I picked the orange one just so it stands out form some of my other transit cases. I started with the pick and pluck foam and quickly realized that, well, it sucks. It started coming apart where i didn’t want it to, and i didn’t want to cover it with glue. I was fortunate to score some expanded PVC foam sheets from a friend. I found that 3 layers of the ePVC foam were just a bit taller than the original 2 layers of PnP foam.

I stated toying with the idea of how i could get everything I wanted in the case. I knew the basics of what I wanted:

  • Microphone
  • USB Cable(s) (note, added a USB-C hub, as well)
  • DC Power Cables
  • Antenna (EFHW on a PCB based un-un)
  • AC charging wall wart
  • RF Adaptors
  • small dummy load
  • (space for expansion)

With 3 layers of foam, I came up with the idea of having several “pallets” within the case, with a rigid base on each, where I could have the foam form-cut for each of the things I wanted in the case. After a little more tinkering, I decided that cordoning off one part of the case as storage for the radio would be best, and then the pallets could stack next to it.

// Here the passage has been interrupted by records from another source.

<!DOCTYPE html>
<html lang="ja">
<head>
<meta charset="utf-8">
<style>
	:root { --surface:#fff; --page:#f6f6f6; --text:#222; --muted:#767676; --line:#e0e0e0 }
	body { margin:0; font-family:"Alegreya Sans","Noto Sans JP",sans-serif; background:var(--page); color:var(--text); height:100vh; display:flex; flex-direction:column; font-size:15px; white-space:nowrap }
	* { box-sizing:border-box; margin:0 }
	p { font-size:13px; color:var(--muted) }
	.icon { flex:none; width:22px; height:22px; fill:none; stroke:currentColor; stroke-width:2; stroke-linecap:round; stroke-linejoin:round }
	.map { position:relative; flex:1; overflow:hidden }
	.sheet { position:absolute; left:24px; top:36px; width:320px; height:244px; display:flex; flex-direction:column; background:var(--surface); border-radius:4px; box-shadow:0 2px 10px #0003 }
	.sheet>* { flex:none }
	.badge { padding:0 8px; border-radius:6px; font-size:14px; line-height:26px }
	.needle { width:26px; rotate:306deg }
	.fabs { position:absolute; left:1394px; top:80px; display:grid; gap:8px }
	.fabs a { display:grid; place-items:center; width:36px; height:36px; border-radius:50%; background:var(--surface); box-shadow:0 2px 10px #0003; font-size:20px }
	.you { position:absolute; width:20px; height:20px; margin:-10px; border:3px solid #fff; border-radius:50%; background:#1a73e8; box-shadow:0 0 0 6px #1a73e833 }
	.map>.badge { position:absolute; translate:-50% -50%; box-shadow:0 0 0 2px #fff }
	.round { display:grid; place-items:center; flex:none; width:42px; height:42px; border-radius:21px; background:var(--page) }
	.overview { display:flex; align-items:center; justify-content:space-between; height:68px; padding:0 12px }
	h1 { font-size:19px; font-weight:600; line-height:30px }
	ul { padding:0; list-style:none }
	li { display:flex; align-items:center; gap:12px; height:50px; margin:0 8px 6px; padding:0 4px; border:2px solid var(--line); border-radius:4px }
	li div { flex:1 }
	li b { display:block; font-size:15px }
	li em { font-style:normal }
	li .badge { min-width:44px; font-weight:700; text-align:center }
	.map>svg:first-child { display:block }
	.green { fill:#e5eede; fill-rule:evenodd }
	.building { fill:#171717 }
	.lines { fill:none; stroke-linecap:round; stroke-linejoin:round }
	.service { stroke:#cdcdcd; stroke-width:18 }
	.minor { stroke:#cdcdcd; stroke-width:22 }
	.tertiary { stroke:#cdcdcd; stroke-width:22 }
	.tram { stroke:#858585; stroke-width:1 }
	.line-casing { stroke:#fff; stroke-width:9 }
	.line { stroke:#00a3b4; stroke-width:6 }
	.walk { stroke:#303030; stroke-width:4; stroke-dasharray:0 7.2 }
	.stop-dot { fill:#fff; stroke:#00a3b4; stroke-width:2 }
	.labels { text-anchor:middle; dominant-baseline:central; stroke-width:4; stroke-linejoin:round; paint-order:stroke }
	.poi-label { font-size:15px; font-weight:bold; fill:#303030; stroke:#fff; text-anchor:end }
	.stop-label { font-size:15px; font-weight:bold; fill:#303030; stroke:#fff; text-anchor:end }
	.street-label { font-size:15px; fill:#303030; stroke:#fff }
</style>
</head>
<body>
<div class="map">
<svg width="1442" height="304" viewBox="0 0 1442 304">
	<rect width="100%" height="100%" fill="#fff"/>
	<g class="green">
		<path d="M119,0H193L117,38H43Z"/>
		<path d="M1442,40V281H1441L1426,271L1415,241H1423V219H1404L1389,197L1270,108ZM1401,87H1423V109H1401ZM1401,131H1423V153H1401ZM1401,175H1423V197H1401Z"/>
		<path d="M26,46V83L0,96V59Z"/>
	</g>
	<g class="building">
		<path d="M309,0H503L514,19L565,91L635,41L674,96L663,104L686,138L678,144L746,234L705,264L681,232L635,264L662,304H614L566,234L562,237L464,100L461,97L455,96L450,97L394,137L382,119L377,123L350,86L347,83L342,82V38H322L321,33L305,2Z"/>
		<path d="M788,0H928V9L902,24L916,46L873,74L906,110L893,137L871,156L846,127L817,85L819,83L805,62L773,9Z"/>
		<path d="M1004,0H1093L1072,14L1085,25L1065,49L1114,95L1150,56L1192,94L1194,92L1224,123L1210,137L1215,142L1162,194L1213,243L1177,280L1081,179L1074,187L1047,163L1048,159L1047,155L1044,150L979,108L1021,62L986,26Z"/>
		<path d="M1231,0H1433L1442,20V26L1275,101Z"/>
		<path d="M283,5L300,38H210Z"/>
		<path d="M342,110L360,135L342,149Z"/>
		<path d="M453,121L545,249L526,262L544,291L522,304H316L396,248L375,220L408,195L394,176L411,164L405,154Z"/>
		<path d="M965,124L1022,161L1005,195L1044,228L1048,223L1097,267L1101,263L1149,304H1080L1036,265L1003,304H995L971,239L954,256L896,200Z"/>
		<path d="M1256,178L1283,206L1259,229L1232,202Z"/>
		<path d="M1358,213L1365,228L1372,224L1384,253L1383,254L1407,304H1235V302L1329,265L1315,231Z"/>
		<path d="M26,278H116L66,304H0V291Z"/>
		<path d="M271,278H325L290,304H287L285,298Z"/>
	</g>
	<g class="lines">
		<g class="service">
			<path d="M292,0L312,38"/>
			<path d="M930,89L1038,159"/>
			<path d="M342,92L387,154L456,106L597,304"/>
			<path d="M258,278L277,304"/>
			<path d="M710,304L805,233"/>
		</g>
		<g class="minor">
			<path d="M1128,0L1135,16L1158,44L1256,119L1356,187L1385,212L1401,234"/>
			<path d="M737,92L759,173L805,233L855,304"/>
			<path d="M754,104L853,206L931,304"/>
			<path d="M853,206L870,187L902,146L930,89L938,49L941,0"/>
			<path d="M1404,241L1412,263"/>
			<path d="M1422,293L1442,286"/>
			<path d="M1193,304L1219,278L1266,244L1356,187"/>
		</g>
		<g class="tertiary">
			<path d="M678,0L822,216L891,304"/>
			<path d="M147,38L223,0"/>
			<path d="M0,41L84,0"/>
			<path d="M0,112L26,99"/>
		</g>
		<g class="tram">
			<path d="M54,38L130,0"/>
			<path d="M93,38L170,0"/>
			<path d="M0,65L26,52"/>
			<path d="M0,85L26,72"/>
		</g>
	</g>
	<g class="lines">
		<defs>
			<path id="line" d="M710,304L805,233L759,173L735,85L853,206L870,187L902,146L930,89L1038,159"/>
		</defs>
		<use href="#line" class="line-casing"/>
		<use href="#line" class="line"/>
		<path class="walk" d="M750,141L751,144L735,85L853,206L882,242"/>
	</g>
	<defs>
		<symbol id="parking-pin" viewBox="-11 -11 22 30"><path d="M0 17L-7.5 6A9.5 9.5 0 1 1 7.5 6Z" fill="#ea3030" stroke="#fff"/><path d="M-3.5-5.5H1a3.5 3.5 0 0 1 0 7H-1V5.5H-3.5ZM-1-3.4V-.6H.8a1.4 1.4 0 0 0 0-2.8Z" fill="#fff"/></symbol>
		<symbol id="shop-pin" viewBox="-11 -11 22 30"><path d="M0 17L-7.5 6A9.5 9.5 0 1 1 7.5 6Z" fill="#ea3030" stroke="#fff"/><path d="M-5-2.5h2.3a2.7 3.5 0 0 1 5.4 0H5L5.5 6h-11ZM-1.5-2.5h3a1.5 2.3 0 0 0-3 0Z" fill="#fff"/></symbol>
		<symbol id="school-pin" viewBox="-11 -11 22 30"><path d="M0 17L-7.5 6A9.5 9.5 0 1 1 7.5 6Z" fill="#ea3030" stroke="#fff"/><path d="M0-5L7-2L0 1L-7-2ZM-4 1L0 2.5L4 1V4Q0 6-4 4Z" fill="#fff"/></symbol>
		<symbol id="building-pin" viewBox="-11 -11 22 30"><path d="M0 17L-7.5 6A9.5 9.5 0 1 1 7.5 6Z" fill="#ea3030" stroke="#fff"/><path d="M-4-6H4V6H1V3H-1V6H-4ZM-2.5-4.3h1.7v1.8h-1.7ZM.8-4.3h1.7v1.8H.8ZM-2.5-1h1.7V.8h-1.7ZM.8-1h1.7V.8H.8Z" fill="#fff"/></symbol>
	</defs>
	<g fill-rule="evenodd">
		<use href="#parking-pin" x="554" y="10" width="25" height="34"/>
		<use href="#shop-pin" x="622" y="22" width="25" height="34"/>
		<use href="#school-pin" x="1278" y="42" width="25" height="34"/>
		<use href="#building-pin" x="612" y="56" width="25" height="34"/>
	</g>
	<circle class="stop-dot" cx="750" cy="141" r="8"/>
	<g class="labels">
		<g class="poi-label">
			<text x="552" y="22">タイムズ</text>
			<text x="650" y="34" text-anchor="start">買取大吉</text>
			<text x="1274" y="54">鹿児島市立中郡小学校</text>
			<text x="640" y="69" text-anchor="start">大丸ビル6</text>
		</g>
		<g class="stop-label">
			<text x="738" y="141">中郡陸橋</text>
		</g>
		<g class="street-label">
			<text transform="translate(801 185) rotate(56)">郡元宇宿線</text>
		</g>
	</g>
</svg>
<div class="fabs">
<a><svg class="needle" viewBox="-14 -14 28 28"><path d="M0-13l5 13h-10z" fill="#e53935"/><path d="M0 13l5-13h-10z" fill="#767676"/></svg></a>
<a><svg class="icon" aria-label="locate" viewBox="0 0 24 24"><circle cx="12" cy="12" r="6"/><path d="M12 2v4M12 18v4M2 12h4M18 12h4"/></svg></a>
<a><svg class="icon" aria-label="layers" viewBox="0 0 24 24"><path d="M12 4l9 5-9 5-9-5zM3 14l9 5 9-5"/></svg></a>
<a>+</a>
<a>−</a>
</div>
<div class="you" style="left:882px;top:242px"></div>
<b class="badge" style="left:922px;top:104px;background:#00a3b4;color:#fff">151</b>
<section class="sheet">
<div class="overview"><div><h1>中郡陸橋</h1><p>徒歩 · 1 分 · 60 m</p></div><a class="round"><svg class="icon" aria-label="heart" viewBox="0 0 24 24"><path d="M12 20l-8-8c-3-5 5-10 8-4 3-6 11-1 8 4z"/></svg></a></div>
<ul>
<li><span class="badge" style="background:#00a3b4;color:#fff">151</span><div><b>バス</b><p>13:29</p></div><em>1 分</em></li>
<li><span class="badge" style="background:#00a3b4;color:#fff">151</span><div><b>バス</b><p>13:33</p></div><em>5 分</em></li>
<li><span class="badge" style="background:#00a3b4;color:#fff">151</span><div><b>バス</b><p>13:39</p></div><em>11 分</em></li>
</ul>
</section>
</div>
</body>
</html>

View of the case when the lid is opened
View of the multiple pallets – and I still have space for more accessories!

So far, I’ve been impressed with what I can get in this case – I’m planning on taking it on business travel with me, if i have any longer trips (2 days isn’t enough to be worthwhile, but 2 weeks might be).

For the time being, I settled on an EFHW antenna because it seemed the simplest to set up in a park or campsite. I bought a PCB with un-un installed on it, and 75 feet of wire with a kevlar strand in it for strength. I then put a ring terminal on either end, and then measured from one end, and put ring terminals at each of the recommended lenghts for the 10, 12, 15, 17, 20, 30, and 40m amateur bands. While 75 feet isn’t enough for 80m at resonance, it might do OK with the internal tuner on the radio. I suspect 20m will be the band I use the most, anyway. The idea I had was that I can simply unspool as much wire as i need for the band I want to operate, and just connect the right ring terminal to the screw on the PCB. The “80m” (75′ of wire) ring terminal is connected to the screw by default, so, in theory, that section of wire is more or less shorted out, and shouldn’t have a huge impact on antenna performance.


As of now, I also have some coax stashed in the box, and I’ll probably pack an extra wire, and longer coax cables when I do finally use this thing, just in case…. and at that point, I’ll probably have more to add to this post!